_SOURCE MATERIAL:_
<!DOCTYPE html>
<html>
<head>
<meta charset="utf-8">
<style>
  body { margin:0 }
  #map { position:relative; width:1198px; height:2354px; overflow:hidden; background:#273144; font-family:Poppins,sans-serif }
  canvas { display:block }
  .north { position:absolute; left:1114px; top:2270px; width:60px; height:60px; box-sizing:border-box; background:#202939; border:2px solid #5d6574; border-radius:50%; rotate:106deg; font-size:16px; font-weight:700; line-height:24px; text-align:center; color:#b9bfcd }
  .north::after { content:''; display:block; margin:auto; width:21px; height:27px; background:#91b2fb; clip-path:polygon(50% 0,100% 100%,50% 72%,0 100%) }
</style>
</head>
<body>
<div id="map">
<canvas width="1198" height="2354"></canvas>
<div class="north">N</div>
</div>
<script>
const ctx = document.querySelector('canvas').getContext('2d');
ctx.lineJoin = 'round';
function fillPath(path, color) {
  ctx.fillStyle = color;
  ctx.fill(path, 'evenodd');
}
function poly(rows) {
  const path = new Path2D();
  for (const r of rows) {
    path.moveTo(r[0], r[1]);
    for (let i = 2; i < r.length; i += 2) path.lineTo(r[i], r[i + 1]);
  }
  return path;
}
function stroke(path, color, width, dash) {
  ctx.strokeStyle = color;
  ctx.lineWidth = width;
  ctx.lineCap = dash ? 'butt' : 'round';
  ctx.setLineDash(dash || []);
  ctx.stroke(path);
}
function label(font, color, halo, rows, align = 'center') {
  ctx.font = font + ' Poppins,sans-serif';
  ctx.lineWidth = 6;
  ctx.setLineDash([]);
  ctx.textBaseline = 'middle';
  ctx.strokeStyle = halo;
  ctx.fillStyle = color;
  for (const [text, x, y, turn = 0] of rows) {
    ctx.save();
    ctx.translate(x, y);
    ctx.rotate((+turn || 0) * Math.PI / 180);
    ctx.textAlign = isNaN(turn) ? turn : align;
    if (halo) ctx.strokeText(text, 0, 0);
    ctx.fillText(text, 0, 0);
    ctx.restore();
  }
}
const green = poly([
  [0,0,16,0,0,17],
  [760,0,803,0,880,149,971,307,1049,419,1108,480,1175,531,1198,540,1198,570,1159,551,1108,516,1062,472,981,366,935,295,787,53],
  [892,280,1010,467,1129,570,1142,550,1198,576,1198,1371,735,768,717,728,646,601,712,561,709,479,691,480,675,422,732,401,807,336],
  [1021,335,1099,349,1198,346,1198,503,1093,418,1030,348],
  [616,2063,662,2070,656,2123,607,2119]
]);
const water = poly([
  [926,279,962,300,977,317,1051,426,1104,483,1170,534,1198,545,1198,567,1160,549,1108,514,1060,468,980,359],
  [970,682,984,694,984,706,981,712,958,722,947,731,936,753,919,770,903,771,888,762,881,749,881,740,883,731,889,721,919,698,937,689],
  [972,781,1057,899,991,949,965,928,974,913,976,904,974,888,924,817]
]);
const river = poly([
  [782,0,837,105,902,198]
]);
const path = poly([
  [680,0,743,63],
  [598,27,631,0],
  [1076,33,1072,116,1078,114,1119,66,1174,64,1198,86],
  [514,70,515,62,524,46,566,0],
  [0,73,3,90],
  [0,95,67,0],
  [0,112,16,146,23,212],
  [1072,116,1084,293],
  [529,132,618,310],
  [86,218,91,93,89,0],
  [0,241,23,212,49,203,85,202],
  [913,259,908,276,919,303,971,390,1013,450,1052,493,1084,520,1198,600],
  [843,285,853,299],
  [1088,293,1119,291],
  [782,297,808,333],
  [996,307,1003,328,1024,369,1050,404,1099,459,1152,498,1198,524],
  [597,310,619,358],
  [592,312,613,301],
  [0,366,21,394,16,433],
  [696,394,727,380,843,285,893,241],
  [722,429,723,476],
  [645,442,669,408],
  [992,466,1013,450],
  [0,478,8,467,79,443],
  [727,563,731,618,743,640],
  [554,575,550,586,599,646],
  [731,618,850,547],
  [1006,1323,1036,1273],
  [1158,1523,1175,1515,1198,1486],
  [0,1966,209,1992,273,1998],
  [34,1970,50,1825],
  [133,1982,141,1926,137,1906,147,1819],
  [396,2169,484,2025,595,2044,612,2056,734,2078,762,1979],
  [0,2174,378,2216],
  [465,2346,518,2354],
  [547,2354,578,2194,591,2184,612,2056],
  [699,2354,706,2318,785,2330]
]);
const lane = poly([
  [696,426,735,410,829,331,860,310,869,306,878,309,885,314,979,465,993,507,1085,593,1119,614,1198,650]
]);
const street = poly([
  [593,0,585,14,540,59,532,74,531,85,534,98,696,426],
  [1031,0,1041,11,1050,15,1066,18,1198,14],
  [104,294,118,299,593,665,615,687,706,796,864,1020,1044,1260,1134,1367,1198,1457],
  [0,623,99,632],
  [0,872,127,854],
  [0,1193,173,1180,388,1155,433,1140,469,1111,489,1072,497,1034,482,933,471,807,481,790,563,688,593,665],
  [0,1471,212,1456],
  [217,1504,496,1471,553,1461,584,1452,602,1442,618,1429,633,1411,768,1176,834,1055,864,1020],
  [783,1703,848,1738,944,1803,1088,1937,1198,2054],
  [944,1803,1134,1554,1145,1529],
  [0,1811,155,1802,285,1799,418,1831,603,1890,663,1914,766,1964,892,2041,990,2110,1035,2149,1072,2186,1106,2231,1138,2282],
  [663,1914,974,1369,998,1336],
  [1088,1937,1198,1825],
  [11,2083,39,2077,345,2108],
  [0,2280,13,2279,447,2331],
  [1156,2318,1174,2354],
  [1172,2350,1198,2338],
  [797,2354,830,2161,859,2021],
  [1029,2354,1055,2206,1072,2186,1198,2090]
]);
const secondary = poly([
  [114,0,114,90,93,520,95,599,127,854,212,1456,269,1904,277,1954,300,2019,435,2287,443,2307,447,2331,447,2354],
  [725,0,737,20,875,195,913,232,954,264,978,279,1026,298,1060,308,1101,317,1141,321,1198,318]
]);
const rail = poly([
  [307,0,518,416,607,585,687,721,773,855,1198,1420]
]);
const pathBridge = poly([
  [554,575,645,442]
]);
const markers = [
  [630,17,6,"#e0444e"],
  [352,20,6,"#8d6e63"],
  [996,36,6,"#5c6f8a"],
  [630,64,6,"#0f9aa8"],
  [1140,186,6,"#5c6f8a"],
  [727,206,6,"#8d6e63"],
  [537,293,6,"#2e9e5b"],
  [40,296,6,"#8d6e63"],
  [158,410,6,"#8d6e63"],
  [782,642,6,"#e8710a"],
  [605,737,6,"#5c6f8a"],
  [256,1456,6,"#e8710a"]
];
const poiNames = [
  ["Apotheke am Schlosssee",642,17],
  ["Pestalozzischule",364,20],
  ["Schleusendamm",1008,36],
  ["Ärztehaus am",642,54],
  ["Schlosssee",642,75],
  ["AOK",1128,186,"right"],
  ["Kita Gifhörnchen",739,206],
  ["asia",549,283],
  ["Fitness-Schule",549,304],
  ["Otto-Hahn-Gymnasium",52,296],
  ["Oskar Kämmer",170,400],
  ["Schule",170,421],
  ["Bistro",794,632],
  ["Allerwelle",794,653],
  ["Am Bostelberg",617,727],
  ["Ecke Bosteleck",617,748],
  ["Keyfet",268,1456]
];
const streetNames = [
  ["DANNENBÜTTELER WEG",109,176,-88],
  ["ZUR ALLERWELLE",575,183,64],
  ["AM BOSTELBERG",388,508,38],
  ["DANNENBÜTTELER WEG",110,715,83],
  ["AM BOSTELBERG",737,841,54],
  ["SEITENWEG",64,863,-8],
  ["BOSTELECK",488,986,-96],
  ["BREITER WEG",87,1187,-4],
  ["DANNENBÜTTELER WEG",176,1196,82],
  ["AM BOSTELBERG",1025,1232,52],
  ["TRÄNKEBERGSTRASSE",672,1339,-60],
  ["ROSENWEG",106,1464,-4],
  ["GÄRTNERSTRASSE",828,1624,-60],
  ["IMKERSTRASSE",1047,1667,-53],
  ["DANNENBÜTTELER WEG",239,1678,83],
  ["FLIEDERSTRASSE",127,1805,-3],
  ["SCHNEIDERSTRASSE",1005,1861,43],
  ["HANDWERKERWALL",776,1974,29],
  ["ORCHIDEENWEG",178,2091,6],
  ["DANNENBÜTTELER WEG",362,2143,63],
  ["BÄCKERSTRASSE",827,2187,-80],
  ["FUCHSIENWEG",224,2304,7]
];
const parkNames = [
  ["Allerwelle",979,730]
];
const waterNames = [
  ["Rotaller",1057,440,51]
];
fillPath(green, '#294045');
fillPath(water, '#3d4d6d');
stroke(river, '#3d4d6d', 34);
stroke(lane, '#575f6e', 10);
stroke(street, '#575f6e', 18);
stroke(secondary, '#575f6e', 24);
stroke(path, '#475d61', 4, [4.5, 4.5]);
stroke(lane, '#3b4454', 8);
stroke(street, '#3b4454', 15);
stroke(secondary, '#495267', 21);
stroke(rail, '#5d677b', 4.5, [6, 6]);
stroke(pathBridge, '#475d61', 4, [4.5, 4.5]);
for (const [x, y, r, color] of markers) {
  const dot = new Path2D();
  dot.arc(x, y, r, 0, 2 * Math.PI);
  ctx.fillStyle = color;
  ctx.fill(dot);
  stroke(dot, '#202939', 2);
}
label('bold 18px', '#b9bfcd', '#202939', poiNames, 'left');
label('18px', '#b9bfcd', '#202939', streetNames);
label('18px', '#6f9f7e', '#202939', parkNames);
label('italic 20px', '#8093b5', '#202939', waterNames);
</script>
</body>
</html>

_TASK STATEMENT:_ Look through the entries above. Copy each line in which the string "color" occurs.

_ANSWER BOX:_
  .north { position:absolute; left:1114px; top:2270px; width:60px; height:60px; box-sizing:border-box; background:#202939; border:2px solid #5d6574; border-radius:50%; rotate:106deg; font-size:16px; font-weight:700; line-height:24px; text-align:center; color:#b9bfcd }
function fillPath(path, color) {
  ctx.fillStyle = color;
function stroke(path, color, width, dash) {
  ctx.strokeStyle = color;
function label(font, color, halo, rows, align = 'center') {
  ctx.fillStyle = color;
for (const [x, y, r, color] of markers) {
  ctx.fillStyle = color;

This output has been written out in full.